UN in drive to rebuild quake-ravaged Haiti
Donor countries are facing a daunting challenge this week as they gather for a conference that hopes to deliver more than $3 billion to rebuild Haiti, where much of the earthquake-shattered capital lies in ruins.world Updated: Mar 29, 2010 07:42 IST
Donor countries are facing a daunting challenge this week as they gather for a conference that hopes to deliver more than $3 billion to rebuild Haiti, where much of the earthquake-shattered capital lies in ruins.
More than 100 countries will take part Wednesday at the "International Donors Conference Towards a New Future for Haiti." It was to be led by Haitian President Rene Preval, with UN chief Ban Ki-moon and US Secretary of State Hillary Clinton serving as co-hosts.
Organizers see Wednesday's parley as crucial to helping the devastated Caribbean country -- already the poorest in the Americas before the quake -- "build back better" after the January 12 temblor leveled parts of its capital Port-au-Prince, killing at least 220,000 people and leaving 1.3 million homeless.
"This conference is about securing resources for Haiti's long-term reconstruction," said Helen Clark, the administrator for the United Nations Development Program (UNDP), which is playing a lead role in efforts to put Haiti back on its feet.
"These resources could form the lifeblood of Haiti's recovery from this devastating earthquake and create the foundation for the long-term recovery and development Haitians deserve," she stressed.
Jordan Ryan, head of UNDP's crisis prevention and recovery, told AFP that "we think it will be well attended. Over 100 countries, maybe more, will be represented."
He said UN member states were expected to pledge new resources to fund reconstruction for the next 18 to 24 months.

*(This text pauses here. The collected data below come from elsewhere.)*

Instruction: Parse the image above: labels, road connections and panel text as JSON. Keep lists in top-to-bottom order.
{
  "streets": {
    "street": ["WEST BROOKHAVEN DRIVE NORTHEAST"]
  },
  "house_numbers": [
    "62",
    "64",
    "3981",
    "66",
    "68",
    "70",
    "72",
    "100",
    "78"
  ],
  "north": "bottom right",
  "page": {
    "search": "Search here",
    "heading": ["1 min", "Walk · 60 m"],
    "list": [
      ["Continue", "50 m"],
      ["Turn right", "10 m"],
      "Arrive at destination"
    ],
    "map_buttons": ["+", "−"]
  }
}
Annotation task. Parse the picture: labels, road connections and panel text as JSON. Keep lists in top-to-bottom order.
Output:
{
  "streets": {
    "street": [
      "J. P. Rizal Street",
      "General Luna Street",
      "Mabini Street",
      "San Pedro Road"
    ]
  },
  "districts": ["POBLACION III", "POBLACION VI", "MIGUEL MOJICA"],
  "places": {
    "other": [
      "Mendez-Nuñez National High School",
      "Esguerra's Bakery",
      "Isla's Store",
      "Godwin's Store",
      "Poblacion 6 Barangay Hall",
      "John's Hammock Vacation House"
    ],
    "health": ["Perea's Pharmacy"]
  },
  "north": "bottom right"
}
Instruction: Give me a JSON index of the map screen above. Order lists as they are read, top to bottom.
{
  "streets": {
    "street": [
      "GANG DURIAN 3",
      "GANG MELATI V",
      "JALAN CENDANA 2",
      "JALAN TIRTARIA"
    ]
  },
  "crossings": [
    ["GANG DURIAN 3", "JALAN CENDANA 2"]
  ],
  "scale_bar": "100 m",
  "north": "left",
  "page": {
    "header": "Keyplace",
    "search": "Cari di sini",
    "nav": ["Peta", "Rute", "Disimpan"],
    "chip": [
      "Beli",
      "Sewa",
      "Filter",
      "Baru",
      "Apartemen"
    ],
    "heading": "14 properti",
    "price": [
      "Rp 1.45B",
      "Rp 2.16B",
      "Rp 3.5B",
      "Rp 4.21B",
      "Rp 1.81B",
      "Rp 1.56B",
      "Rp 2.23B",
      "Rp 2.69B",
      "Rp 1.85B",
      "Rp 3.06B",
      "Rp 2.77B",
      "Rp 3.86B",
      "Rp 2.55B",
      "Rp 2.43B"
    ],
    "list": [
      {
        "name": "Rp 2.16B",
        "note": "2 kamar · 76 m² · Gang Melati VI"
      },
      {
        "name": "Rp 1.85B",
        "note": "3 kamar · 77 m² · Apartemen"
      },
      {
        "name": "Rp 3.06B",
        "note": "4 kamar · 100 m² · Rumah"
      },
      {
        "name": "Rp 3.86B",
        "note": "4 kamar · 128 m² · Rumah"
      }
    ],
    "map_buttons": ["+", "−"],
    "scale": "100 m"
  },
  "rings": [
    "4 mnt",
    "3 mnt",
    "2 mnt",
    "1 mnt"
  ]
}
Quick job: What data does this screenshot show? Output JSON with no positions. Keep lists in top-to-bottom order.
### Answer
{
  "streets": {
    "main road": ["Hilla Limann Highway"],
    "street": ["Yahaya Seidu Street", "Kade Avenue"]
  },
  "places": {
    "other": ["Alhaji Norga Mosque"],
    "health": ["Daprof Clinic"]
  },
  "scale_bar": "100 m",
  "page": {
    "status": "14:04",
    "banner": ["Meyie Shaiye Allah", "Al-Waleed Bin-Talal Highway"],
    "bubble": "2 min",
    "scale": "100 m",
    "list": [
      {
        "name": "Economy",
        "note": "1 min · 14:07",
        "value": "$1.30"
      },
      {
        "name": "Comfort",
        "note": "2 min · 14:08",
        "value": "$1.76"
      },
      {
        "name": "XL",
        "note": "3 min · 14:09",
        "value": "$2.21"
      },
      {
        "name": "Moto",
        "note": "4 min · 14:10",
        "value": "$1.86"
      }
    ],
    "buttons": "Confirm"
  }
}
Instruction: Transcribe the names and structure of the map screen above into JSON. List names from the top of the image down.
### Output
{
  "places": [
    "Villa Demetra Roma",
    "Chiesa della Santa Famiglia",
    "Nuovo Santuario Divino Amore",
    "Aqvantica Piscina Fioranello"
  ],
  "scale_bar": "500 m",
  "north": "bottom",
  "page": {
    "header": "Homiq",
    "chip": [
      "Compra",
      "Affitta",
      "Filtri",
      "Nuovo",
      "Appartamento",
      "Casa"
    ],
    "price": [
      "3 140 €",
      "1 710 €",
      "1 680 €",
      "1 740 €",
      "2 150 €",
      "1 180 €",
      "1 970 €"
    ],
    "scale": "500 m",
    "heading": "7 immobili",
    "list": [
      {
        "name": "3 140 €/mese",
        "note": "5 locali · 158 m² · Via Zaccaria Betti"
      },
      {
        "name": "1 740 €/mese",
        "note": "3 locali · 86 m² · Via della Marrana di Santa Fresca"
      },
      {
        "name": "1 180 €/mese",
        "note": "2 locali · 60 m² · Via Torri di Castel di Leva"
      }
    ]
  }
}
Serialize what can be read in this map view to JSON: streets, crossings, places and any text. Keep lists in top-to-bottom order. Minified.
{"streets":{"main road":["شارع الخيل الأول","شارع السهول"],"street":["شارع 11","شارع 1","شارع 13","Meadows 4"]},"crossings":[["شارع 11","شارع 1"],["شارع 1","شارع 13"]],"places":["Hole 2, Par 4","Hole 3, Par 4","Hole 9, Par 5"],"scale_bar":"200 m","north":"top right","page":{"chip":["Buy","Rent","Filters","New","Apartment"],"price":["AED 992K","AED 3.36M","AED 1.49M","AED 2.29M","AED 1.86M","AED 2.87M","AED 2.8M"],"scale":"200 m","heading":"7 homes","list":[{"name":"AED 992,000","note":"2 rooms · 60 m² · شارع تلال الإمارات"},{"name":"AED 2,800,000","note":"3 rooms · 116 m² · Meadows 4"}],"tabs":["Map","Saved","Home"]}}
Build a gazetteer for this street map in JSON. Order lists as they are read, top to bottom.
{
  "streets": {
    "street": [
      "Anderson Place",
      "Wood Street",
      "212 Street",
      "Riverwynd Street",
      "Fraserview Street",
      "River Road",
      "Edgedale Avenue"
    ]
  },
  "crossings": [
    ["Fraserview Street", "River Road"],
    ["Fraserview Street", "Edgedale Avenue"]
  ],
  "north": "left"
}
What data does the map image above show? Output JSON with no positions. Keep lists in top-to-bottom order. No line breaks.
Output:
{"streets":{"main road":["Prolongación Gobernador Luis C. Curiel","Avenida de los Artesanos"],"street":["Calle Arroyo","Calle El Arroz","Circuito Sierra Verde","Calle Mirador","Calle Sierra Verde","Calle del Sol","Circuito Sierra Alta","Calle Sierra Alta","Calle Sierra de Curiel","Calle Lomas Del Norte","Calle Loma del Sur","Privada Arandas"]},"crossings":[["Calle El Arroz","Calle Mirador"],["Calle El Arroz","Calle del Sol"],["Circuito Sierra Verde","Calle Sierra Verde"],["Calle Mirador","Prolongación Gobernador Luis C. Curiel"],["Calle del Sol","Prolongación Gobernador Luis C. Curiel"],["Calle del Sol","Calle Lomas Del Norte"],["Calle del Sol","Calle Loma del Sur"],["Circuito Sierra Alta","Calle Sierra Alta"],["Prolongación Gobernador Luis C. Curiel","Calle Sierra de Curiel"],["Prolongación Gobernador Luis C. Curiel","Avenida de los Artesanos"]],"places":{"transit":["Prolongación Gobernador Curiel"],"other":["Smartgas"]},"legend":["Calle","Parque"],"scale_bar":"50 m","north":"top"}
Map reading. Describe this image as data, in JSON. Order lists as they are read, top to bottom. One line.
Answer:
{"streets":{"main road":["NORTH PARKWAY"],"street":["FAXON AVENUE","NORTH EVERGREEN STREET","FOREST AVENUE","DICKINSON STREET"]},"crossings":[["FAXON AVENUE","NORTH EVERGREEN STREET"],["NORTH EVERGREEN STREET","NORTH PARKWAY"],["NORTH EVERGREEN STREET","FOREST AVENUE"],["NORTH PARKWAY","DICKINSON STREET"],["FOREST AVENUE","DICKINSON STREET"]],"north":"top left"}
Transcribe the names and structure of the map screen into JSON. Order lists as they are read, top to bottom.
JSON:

Ryan pointed out that the Haitian government has put forward a roadmap for reconstruction identifying a range of recovery needs, with an estimated price tag of $3.9 billion.
"There is every hope that this conference will raise resources in excess of three billion dollars," he added.
The amount would represent a first installment on the estimated $11.5 billion in aid needed for reconstruction over 10 years following an unprecedented disaster that caused nearly eight billion dollars of damage, equivalent to 120 per cent of Haiti's GDP.
Almost 11 weeks after the 7.0-magnitude quake, progress is painfully slow and the Haitian government and international aid groups are racing against time to relocate more than 200,000 people in high-risk camps.
The pledging conference, which had been decided at a donors' meeting held in Montreal on January 25, will kick off with addresses by Preval, Ban and Hillary Clinton.
Other key participants will include UN special envoy for Haiti Bill Clinton, the former US president, International Monetary Fund Managing Director Dominique Strauss-Khan, and Edmond Mulet, the interim head of the UN stabilization mission in Haiti (MINUSTAH).
Brazil, Canada, the European Union, France and Spain, all leading donors to Haiti, will also serve as co-chairs.
The New York Times said in an editorial Sunday that the aid conference augurs the "beginning of the long, slow birth of a new Haiti."
But while an outpouring of international cash is important, "it is not all Haiti needs," the Times warned.
"For this to succeed, the commitments made this week will need to be sustained for many years, and the rebuilding will need to clear away more than just rubble.
"It will need to sweep out the old, bad ways of doing things -- not only those of the infamously corrupt and hapless government, but also of aid and development agencies, whose nurturing of Haiti has been a manifest failure for more than half a century," the daily wrote Sunday.